* [AIM OF THE TASK] Show every line of the records below that contains the word "JSON".

====== RECORDS SUPPLIED ======

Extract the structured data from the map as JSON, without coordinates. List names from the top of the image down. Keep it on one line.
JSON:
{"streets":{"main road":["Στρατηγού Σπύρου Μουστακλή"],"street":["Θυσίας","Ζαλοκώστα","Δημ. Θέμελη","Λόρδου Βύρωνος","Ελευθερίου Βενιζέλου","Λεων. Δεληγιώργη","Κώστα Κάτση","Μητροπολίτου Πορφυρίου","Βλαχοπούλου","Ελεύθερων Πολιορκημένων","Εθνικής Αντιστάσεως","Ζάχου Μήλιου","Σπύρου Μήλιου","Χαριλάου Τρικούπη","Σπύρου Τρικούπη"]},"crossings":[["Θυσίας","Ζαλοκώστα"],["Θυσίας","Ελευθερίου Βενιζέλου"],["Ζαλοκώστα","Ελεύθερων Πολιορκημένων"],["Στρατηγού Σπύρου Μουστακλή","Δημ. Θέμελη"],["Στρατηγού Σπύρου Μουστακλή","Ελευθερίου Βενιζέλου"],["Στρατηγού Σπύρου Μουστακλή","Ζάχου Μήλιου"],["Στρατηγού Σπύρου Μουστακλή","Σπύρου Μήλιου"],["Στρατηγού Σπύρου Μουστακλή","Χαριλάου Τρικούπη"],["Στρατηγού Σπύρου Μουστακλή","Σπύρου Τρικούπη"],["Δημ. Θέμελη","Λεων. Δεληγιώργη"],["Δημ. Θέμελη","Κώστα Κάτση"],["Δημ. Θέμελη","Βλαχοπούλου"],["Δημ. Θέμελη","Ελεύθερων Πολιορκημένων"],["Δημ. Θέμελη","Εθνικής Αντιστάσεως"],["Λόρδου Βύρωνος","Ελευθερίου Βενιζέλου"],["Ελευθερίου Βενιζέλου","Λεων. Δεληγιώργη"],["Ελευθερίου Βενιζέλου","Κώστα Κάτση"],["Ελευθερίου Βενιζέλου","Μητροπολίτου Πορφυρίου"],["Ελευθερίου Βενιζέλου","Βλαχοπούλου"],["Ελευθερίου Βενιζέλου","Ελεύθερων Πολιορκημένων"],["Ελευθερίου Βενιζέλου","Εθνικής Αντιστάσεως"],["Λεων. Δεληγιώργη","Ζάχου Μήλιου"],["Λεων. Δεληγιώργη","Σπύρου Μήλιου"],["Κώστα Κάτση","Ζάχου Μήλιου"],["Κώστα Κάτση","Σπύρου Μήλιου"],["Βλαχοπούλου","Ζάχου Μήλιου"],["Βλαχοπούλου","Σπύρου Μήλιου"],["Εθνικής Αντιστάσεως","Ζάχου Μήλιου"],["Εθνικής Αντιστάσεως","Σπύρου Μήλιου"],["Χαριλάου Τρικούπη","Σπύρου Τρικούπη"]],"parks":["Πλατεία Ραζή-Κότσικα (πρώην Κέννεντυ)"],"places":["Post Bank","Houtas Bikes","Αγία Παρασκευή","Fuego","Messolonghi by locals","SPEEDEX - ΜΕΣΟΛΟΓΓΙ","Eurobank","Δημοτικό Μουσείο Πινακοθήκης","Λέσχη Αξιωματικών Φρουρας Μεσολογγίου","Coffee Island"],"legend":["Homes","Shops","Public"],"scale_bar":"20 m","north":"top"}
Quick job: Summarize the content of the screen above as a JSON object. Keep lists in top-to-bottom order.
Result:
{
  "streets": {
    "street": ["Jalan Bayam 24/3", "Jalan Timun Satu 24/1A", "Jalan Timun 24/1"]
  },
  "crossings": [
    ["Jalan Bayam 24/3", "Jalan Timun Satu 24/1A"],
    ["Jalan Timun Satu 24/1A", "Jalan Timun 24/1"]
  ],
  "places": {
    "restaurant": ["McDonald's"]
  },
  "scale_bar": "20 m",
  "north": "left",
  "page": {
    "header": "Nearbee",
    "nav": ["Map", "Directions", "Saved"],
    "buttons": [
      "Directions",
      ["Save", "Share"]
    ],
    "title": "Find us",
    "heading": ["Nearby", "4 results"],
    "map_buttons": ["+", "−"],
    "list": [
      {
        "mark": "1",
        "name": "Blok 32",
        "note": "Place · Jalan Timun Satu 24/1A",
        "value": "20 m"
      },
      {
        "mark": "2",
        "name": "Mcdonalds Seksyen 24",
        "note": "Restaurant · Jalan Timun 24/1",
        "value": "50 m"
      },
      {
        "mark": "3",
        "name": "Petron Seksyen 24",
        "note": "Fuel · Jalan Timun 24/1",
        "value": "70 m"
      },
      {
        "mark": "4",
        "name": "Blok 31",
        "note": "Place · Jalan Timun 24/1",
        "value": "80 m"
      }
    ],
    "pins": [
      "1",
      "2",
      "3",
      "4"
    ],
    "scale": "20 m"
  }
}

======

* [EXERCISE RESULT]
Extract the structured data from the map as JSON, without coordinates. List names from the top of the image down. Keep it on one line.
JSON:
Quick job: Summarize the content of the screen above as a JSON object. Keep lists in top-to-bottom order.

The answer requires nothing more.